How important was AG Lafley?

It already feels like Christmas in the marketing world. Festive commercials dominate our screens, festive fayre adorns the front covers of magazines and my Starbucks latte is served in a jolly red paper cup. Better still, the party season is upon us.

The early years of my marketing career were blessed with an entire month of parties sponsored by our roster of agency hosts. It was a special time, though quite how I coped with the pace I will never know. These days I am happy with a mince pie, a glass of sherry and coming in on forecast at the year end.

On the subject of mince pies and sherry, I was delighted to attend The Marketing Society’s 50th anniversary annual gala dinner last week. It was great to catch up with old friends and colleagues.
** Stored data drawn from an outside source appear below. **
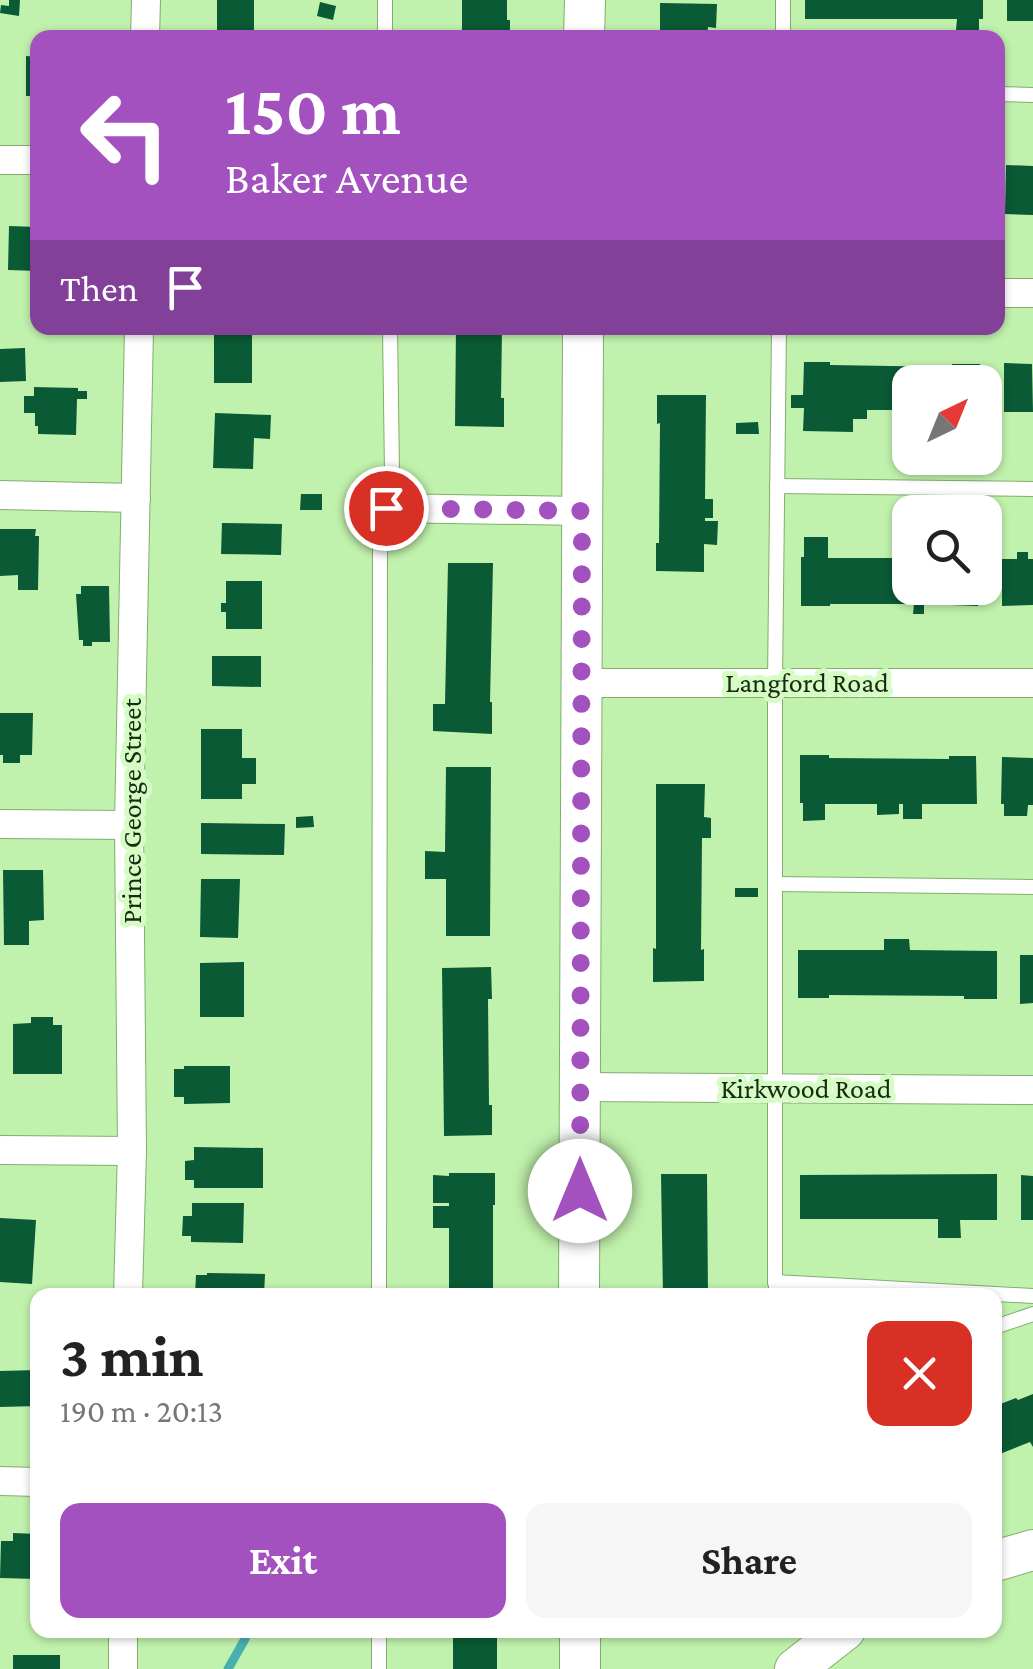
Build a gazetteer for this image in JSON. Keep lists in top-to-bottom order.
{
  "streets": {
    "street": ["Langford Road", "Prince George Street", "Kirkwood Road"]
  },
  "north": "top right",
  "page": {
    "turn": ["150 m", "Baker Avenue"],
    "then": "Then",
    "heading": ["3 min", "190 m · 20:13"],
    "buttons": ["Exit", "Share"]
  }
}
To celebrate the 50th anniversary, the society honoured those brands that have made the greatest impact during the past half century. Microsoft was voted the brand that most changes our lives and few could argue with that. Meanwhile, Apple was acknowledged as the brand most loved by consumers.
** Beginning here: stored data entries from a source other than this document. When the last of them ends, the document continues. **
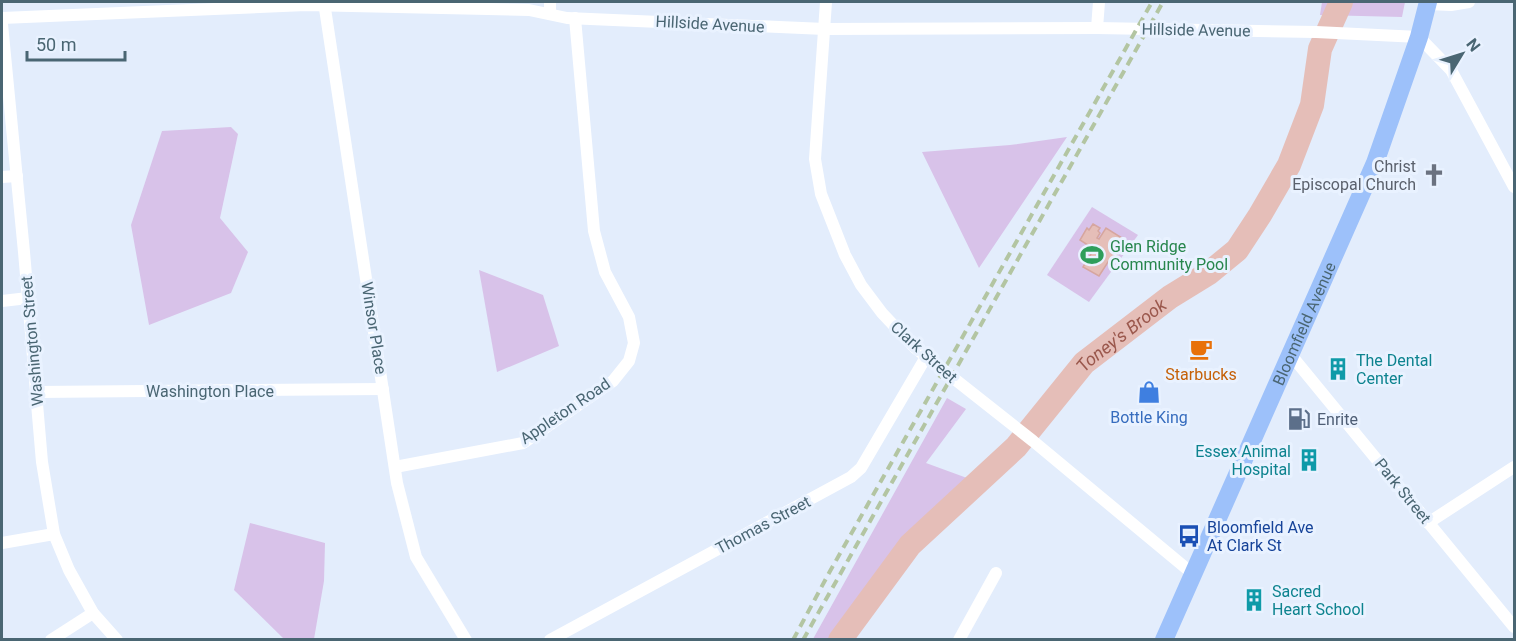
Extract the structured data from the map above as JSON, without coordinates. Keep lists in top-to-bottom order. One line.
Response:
{"streets":{"main road":["Bloomfield Avenue"],"street":["Hillside Avenue","Winsor Place","Washington Street","Clark Street","Washington Place","Appleton Road","Park Street","Thomas Street"]},"crossings":[["Hillside Avenue","Bloomfield Avenue"],["Hillside Avenue","Winsor Place"],["Hillside Avenue","Clark Street"],["Hillside Avenue","Appleton Road"],["Bloomfield Avenue","Clark Street"],["Bloomfield Avenue","Park Street"],["Winsor Place","Washington Place"],["Winsor Place","Appleton Road"],["Washington Street","Washington Place"],["Clark Street","Thomas Street"]],"water":["Toney's Brook"],"places":{"church":["Christ Episcopal Church"],"sports":["Glen Ridge Community Pool"],"cafe":["Starbucks"],"building":["The Dental Center","Essex Animal Hospital","Sacred Heart School"],"shop":["Bottle King"],"fuel station":["Enrite"],"bus stop":["Bloomfield Ave At Clark St"]},"scale_bar":"50 m","north":"top right"}
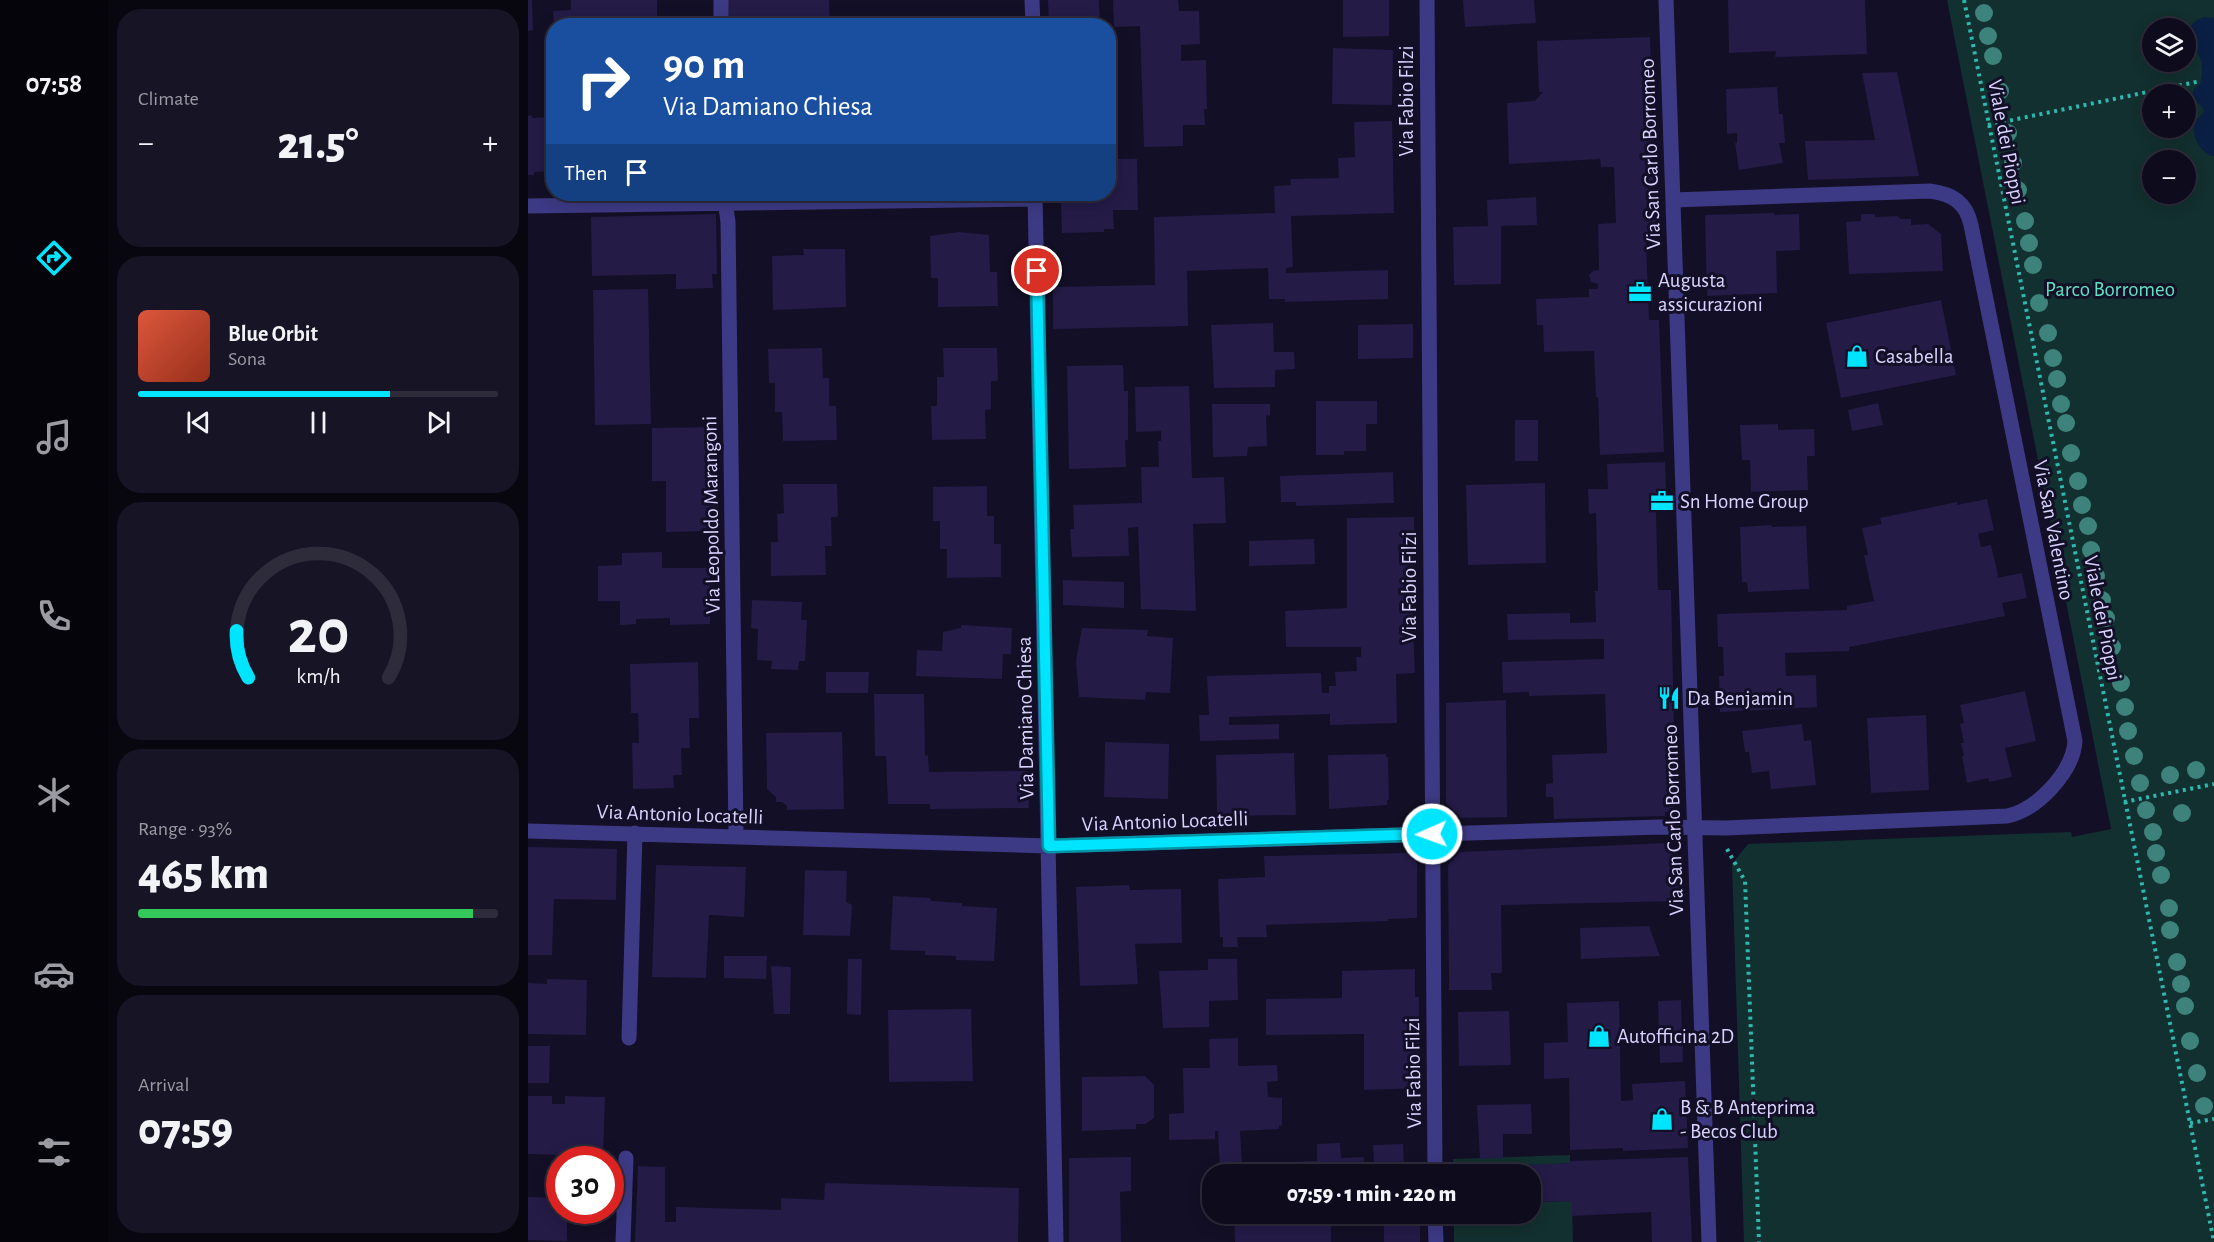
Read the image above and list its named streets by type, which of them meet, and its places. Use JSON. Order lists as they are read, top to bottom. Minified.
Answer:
{"streets":{"street":["Via Fabio Filzi","Via San Carlo Borromeo","Via Leopoldo Marangoni","Via San Valentino","Via Damiano Chiesa","Via Antonio Locatelli"],"path":["Viale dei Pioppi"]},"crossings":[["Via Fabio Filzi","Via Antonio Locatelli"],["Via San Carlo Borromeo","Via San Valentino"],["Via San Carlo Borromeo","Via Antonio Locatelli"],["Via Leopoldo Marangoni","Via Antonio Locatelli"],["Via San Valentino","Via Antonio Locatelli"],["Via Damiano Chiesa","Via Antonio Locatelli"]],"parks":["Parco Borromeo"],"places":{"office":["Augusta assicurazioni","Sn Home Group"],"shop":["Casabella","Autofficina 2D","B & B Anteprima - Becos Club"],"restaurant":["Da Benjamin"]},"page":{"tabs":"07:58","tile":["Climate",["Range · 93%","465 km"],["Arrival","07:59"]],"map_buttons":["+","−"],"turn":["90 m","Via Damiano Chiesa"],"heat":["−","21.5°","+"],"then":"Then","song":["Blue Orbit","Sona"],"limit":"30","trip":"07:59 · 1 min · 220 m","gauge":["20","km/h"]}}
Whether you agree with these results or not, there is no doubt that events such as this serve as a great reminder of how fortunate we are to work in an industry where examples of world-class marketing can make an immense impact.

The event also celebrated the contributions of talented marketers – Procter & Gamble’s godfather AG Lafley scooped the “greatest contributor to marketing” award. In the words of The Marketing Society CEO, Hugh Burkitt: “It is generally accepted in the UK that marketing in its modern sense really began in the mid-50s with Procter & Gamble.”
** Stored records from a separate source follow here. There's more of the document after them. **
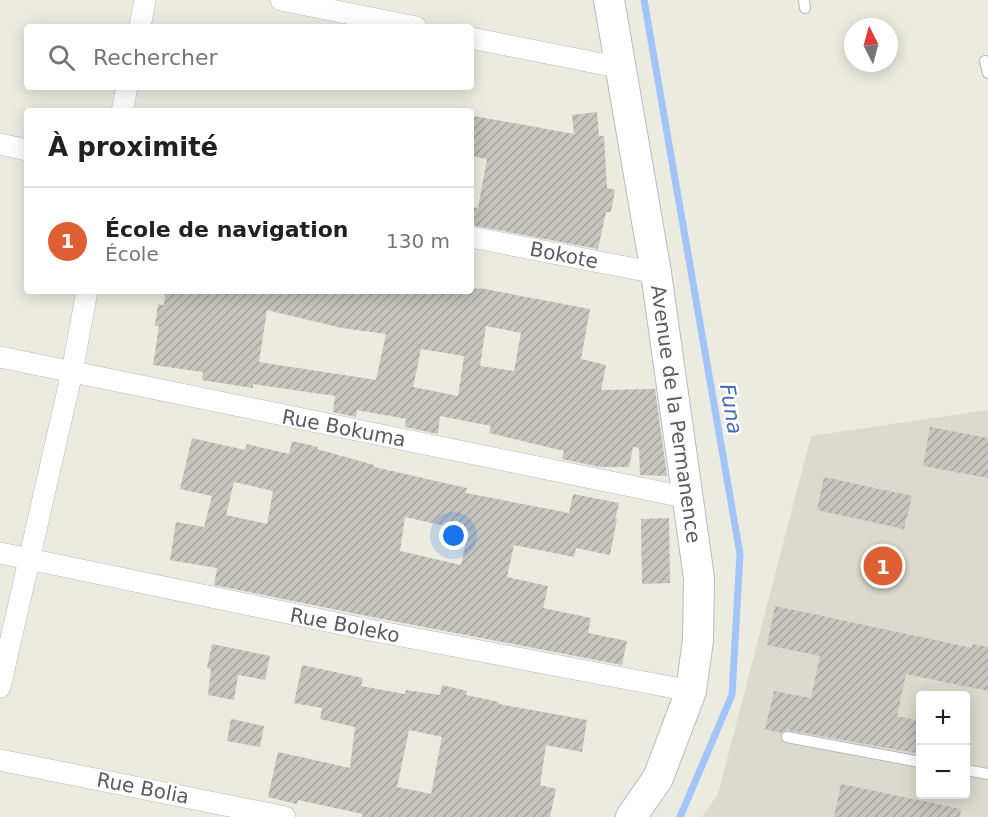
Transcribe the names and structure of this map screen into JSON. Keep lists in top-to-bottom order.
{
  "streets": {
    "street": [
      "Bokote",
      "Avenue de la Permanence",
      "Rue Bokuma",
      "Rue Boleko",
      "Rue Bolia"
    ]
  },
  "crossings": [
    ["Bokote", "Avenue de la Permanence"],
    ["Avenue de la Permanence", "Rue Bokuma"],
    ["Avenue de la Permanence", "Rue Boleko"]
  ],
  "water": ["Funa"],
  "north": "top",
  "page": {
    "search": "Rechercher",
    "heading": "À proximité",
    "list": [
      {
        "mark": "1",
        "name": "École de navigation",
        "note": "École",
        "value": "130 m"
      }
    ],
    "pins": "1",
    "map_buttons": ["+", "−"]
  }
}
Having never worked for P&G, I have never quite understood the hero-like status which Mr Lafley commands. I have no doubt that he is a talented man who made a massive contribution to P&G, but he didn’t get my vote.

Upon chatting to my brand team this week about the awards, none of them had even heard of Mr Lafley and I found it difficult to explain to them exactly why he was chosen. I have no doubt that those Proctoids among you will despair at these comments. So I look forward to some enlightening feedback from readers on why I’m missing out on learning from Lafley.